Dataset entries
- Opening Delimiter -

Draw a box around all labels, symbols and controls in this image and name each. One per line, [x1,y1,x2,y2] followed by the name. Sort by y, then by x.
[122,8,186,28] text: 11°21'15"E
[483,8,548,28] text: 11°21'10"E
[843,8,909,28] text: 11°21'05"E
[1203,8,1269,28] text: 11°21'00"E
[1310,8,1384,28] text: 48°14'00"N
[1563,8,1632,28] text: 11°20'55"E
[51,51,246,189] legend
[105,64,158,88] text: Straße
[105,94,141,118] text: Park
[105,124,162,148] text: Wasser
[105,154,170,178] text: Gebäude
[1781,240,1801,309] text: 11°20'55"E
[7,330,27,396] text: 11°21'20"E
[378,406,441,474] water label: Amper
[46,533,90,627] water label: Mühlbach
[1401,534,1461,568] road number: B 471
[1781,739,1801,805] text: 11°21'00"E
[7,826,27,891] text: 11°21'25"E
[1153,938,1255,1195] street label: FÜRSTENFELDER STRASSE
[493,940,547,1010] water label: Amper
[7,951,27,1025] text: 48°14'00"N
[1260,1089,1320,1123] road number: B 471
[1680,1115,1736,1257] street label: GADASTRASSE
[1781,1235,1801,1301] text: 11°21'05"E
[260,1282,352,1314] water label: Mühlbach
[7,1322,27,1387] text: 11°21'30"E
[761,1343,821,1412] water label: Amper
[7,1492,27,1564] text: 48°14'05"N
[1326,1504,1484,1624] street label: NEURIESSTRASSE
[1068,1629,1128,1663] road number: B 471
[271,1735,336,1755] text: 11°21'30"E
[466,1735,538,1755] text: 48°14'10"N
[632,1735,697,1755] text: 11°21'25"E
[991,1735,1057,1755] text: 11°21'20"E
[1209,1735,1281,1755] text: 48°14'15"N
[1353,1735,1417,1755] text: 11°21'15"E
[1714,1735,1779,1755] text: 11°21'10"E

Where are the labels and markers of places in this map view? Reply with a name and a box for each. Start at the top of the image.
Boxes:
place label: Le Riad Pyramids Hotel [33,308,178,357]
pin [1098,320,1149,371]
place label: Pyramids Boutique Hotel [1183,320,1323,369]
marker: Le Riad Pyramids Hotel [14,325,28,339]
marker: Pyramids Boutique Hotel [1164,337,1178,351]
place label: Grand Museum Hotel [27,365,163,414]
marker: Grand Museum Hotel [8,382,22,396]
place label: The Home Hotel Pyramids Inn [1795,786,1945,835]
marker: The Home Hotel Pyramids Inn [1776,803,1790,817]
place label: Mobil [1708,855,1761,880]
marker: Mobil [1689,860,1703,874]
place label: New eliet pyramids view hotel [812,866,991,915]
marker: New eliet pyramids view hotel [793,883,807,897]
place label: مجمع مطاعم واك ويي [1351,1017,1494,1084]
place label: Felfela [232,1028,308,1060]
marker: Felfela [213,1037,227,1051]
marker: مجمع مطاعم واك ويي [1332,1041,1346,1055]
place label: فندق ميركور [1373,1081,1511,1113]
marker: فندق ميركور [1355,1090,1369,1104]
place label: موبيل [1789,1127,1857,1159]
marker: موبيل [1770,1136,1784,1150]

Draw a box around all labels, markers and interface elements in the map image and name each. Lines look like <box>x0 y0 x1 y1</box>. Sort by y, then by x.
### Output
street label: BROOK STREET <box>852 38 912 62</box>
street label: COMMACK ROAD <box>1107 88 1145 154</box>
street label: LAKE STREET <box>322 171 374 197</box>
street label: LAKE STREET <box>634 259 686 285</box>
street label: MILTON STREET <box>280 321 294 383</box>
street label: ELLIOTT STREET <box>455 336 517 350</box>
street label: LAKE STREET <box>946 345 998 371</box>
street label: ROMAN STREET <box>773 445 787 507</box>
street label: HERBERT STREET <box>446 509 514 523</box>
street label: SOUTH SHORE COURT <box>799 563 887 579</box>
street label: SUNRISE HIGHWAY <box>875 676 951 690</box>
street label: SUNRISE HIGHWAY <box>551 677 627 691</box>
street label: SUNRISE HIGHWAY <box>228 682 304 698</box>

- Closing Delimiter -

In the records above, find every line with the word "Felfela" and copy it.

* **Result of the exercise**:
place label: Felfela [232,1028,308,1060]
marker: Felfela [213,1037,227,1051]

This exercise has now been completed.